Unpacking Options Values: A Case Study in Language Design

Language design happens at many levels of granularity. This post is an example of a fine-grained example.

I mentioned KernelF before. It is a functional language whose purpose is to be embedded into DSLs, according to the third pattern described in the previous post. KernelF has option types. This post is about the design of the syntax used to unpack options.

Option Types

Option types are used to handle null values in a type-safe way. The constant maybe in the code below can either be an actual number value, or nothing, represented by none, depending on the value of aBool. The if expression then produces either none or 42. This is why the constant is typed as an option<number> instead of just number.

val maybe : option<number> = if aBool then 42 else none

Most operators, as well as many dot operations, are overloaded to also work with option<T> if they are defined for T. If one of the arguments is none, then the whole expression evaluates to none. In this sense, a none value “bubbles” up. Note that the type system represents this; the + operator and the length call in the example below are also option types!

val nothing   : option<number> = none
val something : option<number> = 10
val noText    : option<string> = noneassert nothing + 10   equals none
assert something + 10 equals 20    
assert noText.length  equals none  

The language design issue we address in this post is: how do you extract a value of type T from an option<T> after testing that it actually contains a Tinstead of a none.

The Starting Point

We started with a first-class concept with some, plus an expression val that would provide access to the optioned value if it is not none. Having a first-class concept makes analyses simple to build, because it is simple to recognise a check for some because the language concept directly expresses it.

fun f(x: option<number>) = with some x => val none 10

The example above returns the value inside the option, and 10 if the option contains a none. We also experimented with dot expressions to access the optioned value:

fun f(x: option<number>) = with some x => x.val none 10

This second version would not work for complex expression such as function calls, since repeating the complex expression before the dot is syntactically ugly and leads to errors if the called function has side effects. We decided on the first alternative.

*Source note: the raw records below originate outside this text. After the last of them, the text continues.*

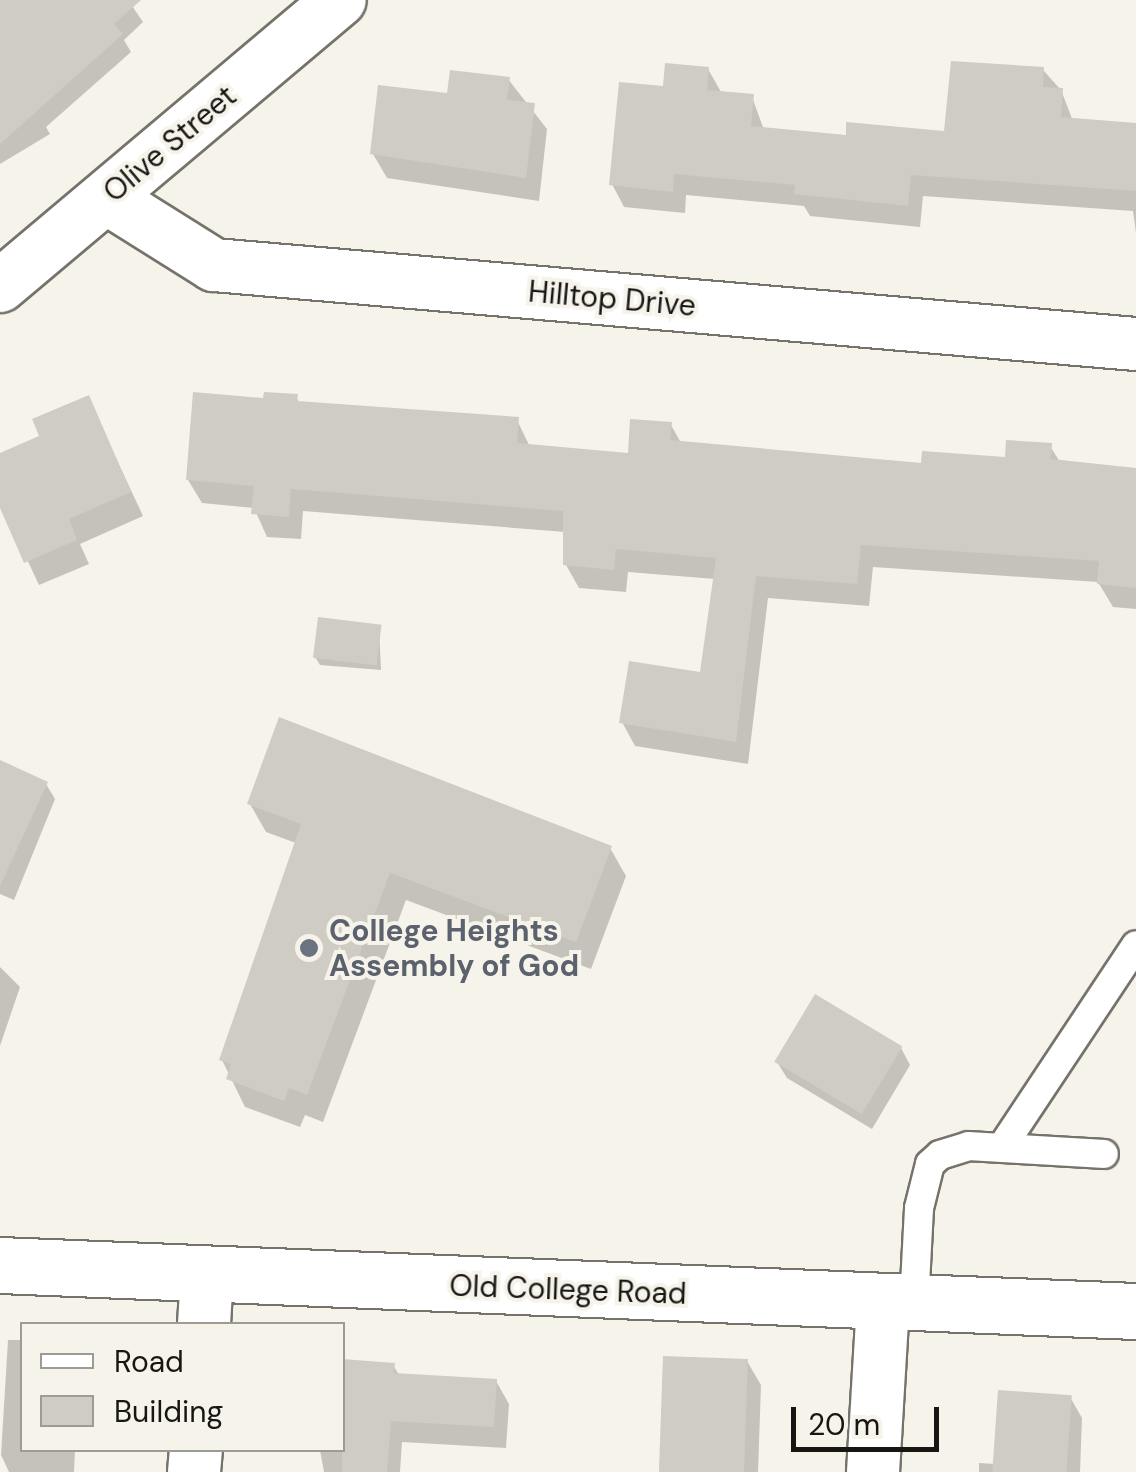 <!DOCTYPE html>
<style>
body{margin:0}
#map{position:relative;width:1136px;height:1472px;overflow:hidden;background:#f6f3ea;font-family:"DM Sans",sans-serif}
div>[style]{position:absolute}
.shadow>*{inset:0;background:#0003}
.building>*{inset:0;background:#ceccc3;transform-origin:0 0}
.roads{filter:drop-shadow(2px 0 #75736a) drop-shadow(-2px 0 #75736a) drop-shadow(0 2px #75736a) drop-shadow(0 -2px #75736a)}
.lane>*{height:28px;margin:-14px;padding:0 14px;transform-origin:14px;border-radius:14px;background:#fff}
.street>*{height:52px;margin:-26px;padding:0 26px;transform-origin:26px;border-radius:26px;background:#fff}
.secondary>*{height:55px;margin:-27.5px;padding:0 27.5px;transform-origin:27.5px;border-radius:27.5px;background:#fff}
.dots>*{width:28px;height:28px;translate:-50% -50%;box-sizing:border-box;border:5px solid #f6f3ea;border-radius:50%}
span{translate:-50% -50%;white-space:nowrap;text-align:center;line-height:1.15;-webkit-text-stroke:8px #f6f3ea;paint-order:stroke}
.street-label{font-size:30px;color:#171613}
.worship-label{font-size:30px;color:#5b616d;font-weight:700}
.left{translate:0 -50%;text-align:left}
.legend{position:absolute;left:20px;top:1322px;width:325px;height:130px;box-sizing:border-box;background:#f6f3ea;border:2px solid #9d9b94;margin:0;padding:12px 18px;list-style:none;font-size:30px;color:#171613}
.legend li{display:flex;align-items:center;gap:20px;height:50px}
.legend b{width:50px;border:2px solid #9d9b94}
.scale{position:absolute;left:791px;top:1407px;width:148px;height:45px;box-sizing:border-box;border:5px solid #171613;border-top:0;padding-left:12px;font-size:30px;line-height:35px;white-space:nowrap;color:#171613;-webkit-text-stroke:8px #f6f3ea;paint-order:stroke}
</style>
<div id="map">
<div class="shadow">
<div style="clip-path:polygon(23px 0,128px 0,143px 22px,124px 40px,131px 52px,46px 127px,50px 134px,0 164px,0 18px)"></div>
<div style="clip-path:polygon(708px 69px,721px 92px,752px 97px,764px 130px,848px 137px,946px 134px,1043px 70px,1061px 90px,1073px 121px,1136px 129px,1136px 233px,1133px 211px,923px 196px,920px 227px,810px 216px,804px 206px,686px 195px,685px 213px,624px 207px,612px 184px,665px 89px)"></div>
<div style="clip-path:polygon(508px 79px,547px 129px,539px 201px,387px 178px,373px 154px)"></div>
<div style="clip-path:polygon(296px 397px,300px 404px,517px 420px,530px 447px,630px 456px,671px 425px,681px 443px,923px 466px,1007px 459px,1050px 446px,1060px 462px,1136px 470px,1136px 609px,1113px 607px,1098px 582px,873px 567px,869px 606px,768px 598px,748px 764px,635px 746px,622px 722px,702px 675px,715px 579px,628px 572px,626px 592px,579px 588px,566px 565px,565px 532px,303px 511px,301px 539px,267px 537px,254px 508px,202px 503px,188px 480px,265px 401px)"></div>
<div style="clip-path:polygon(88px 398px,143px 516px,80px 544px,89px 564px,39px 585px,0 502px,0 455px,43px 437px)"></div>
<div style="clip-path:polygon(379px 627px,381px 670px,320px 665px,315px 657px)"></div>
<div style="clip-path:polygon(46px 784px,55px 799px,14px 900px,0 894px,0 785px)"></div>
<div style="clip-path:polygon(250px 804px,610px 848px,626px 876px,591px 969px,406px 900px,323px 1122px,305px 1115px,300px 1127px,245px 1107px,222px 1060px,296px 843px,266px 832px)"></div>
<div style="clip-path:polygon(0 967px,20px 987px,0 1046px)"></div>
<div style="clip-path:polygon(901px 1048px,910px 1065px,872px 1129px,787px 1078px,777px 1062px)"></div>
<div style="clip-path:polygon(8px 1340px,22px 1340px,22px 1450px,75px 1450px,74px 1472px,9px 1472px,1px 1455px)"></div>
<div style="clip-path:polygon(747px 1361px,761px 1385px,758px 1472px,662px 1472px)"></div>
<div style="clip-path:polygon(393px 1365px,399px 1375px,496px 1381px,509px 1404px,506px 1448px,402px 1442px,400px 1472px,324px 1472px,320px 1450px,342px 1450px)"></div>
<div style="clip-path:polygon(1070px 1397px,1082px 1418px,1080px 1472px,979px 1472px,979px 1463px,996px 1464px)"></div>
</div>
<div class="building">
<div style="clip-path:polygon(0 0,141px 0,114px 24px,123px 34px,0 144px)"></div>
<div style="clip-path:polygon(951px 61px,1044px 67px,1043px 87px,1063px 88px,1061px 117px,1136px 123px,1136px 191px,911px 175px,908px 206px,794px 194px,795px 185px,674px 174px,673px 192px,609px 185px,619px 82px,663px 86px,665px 63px,709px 67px,707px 90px,754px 94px,751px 126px,846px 135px,846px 122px,944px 131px)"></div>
<div style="clip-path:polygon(450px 70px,510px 77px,507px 100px,535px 103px,526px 178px,370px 154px,378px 85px,447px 93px)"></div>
<div style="clip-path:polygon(193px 392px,263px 398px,264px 392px,298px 394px,297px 401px,519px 417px,517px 443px,628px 453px,630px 419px,672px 422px,670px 440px,921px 463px,922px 451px,1005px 457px,1006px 440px,1052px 443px,1051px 459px,1136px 468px,1136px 588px,1097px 584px,1099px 561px,861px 545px,857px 584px,756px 576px,736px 742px,619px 723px,629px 661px,700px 672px,716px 558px,616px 549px,614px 570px,563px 565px,563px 511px,291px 489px,289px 517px,251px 514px,254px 486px,186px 480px)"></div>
<div style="clip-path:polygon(89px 395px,131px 492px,69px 519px,77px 540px,24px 563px,0 508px,0 453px,39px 436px,32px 419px)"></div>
<div style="left:318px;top:617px;width:64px;height:41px;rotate:7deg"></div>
<div style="clip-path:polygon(279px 717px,612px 846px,576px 942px,390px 873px,307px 1095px,289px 1088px,284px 1101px,226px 1079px,231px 1064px,219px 1060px,301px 824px,247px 804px)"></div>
<div style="clip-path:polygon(0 760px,48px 782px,0 886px)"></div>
<div style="left:815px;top:994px;width:102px;height:79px;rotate:31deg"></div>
<div style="left:663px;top:1356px;width:85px;height:116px;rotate:2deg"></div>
<div style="clip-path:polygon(342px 1359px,395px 1363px,394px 1373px,497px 1379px,494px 1427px,391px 1421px,387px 1472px,342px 1472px)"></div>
<div style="left:998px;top:1390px;width:74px;height:82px;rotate:4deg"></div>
</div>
<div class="roads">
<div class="lane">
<div style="left:1002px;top:1147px;width:242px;rotate:-56.4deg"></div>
<div style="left:914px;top:1304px;width:96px;rotate:-87deg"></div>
<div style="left:919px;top:1208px;width:45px;rotate:-76deg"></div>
<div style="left:930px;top:1164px;width:13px;rotate:-42deg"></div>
<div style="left:940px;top:1155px;width:30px;rotate:-17deg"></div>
<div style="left:969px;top:1146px;width:135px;rotate:3.4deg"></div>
</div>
<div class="street">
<div style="left:107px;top:198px;width:126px;rotate:32.1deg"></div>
<div style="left:214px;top:265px;width:925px;rotate:4.9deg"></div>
<div style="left:0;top:286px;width:444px;rotate:-40.1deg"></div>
<div style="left:204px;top:1324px;width:49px;rotate:-86.5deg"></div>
<div style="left:194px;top:1472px;width:22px;rotate:-85deg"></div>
<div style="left:873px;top:1472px;width:169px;rotate:-86.6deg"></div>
</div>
<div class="secondary">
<div style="left:0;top:1265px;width:1137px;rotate:2.32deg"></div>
</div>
</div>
<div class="dots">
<div style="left:309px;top:948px;background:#6b7280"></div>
</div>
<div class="street-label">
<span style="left:170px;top:144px;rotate:-40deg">Olive Street</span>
<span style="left:612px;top:299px;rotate:5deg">Hilltop Drive</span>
<span style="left:568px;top:1290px;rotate:2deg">Old College Road</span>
</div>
<div class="worship-label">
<span class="left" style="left:329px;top:948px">College Heights<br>Assembly of God</span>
</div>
<ul class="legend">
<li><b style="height:12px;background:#fff"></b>Road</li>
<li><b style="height:28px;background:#ceccc3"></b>Building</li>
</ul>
<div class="scale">20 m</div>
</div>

However, this alternative will result in a problem if several with someexpressions are nested because val would be ambiguous. The name of the expression used to refer to the value must be changeable. One solution would be to define a value explicitly:

fun f(x: number, y: number) = {
  val xval = with some maybe(x) => val none 10
  with some maybe(y) => val + xval none 20

However, this is too verbose. We came up with two versions of an abbreviation to define names for the tested value:

fun f(x: number) = with some v = maybe(x)   => v none 10
   -- or --
fun f(x: number) = with some maybe(x) as v  => v none 10

We preferred <expr> as <name> over <name> = <expr> because it cannot be confused with an assignment (which we do not support in KernelF, but peoples’ mental parser still recognises it). It is also easier from the perspective of the user, because you can add the name (syntactically and in terms of typing sequence) after the expression the user wants to test. Finally, KernelF already has a facility for optionally naming things with an as suffix. The above can then be written as:

fun f(x: number, y: number) = {
  with some maybe(x) as xval
     => with some maybe(y) as yval => xval + yval
                                      none 0
     none 0

To avoid the annoying nesting, we allowed comma-separated tests:

fun f(x: number, y: number) =
   with some maybe(x) as xval, maybe(y) as yval
      => xval + yval none 0

Using if Expressions

The first-class concept with some turned out to be disliked by users: it introduces new keywords for something where users intuitively wanted to use the existingif; so we allowed the if expression to be used, again with the same variations:

fun f(x: option<number>) = if some(x)     then val   else 10
fun f(x: option<number>) = if some(x)     then x.val else 10
fun f(x: number) = if some(maybe(x))      then val   else 10
fun f(x: number) = if some(maybe(x) as v) then v     else 10

A problem with using the existing if expression is that users can construct arbitrarily complex expressions, such as the following:

fun f(x: option<number>) =
  if some(x) || g(x) then val else 10

In this case it cannot (easily) be statically checked that inside the thenbranch, x always has a value . To enforce this, we ensure that the someexpression is the topmost expression in the if; it cannot be combined with others. This is trivial to check structurally and avoids the need for advanced semantic analysis of complex expressions.

Options as Booleans

We had the idea of interpreting an option type as Boolean to avoid the need to write some:

fun f(x: option<number>) = if x then val else 10

However, we discarded this option because, for our target audience, we think that too much type magic is too complicated. Another idea was to use the name of the tested variable (if it is a simple expression) in the then part, and type it to the content of the option. This would allow the following syntax:

fun f(x: option<number>) = if some(x) then x else 10

This is harder to implement because the type of x is now different depending on the location in the source. This is not easily possible with MPS’ type system. Alternatively, the second x could be made to be a different language concept (which comes with a different type), but then one has to prevent the use of the original x in the then part. This would require all reference concepts to be aware of the mechanism; every scoping function would have to call a filter method. While this makes language extension a little bit harder (users have to call the filtering function), we decided that this is worth it: since one cannot do anything else inside the then part, providing the ``unpacked’’ value there makes sense.

Final Design

We settled on the following syntax. The if conforms to users’ expectations, the as avoids confusion with assignments, and we provided the magic of “automatic unpacking’’ inside the then part:

fun f(x: option<number>) = if some(x)     then x else 10
fun f(x: number) = if some(maybe(x)) as v then v else 10

For multiple tested values we now use && instead of the comma, because the && is used in logical expressions already as a conjunction; note that other logical operators are not supported on some tests.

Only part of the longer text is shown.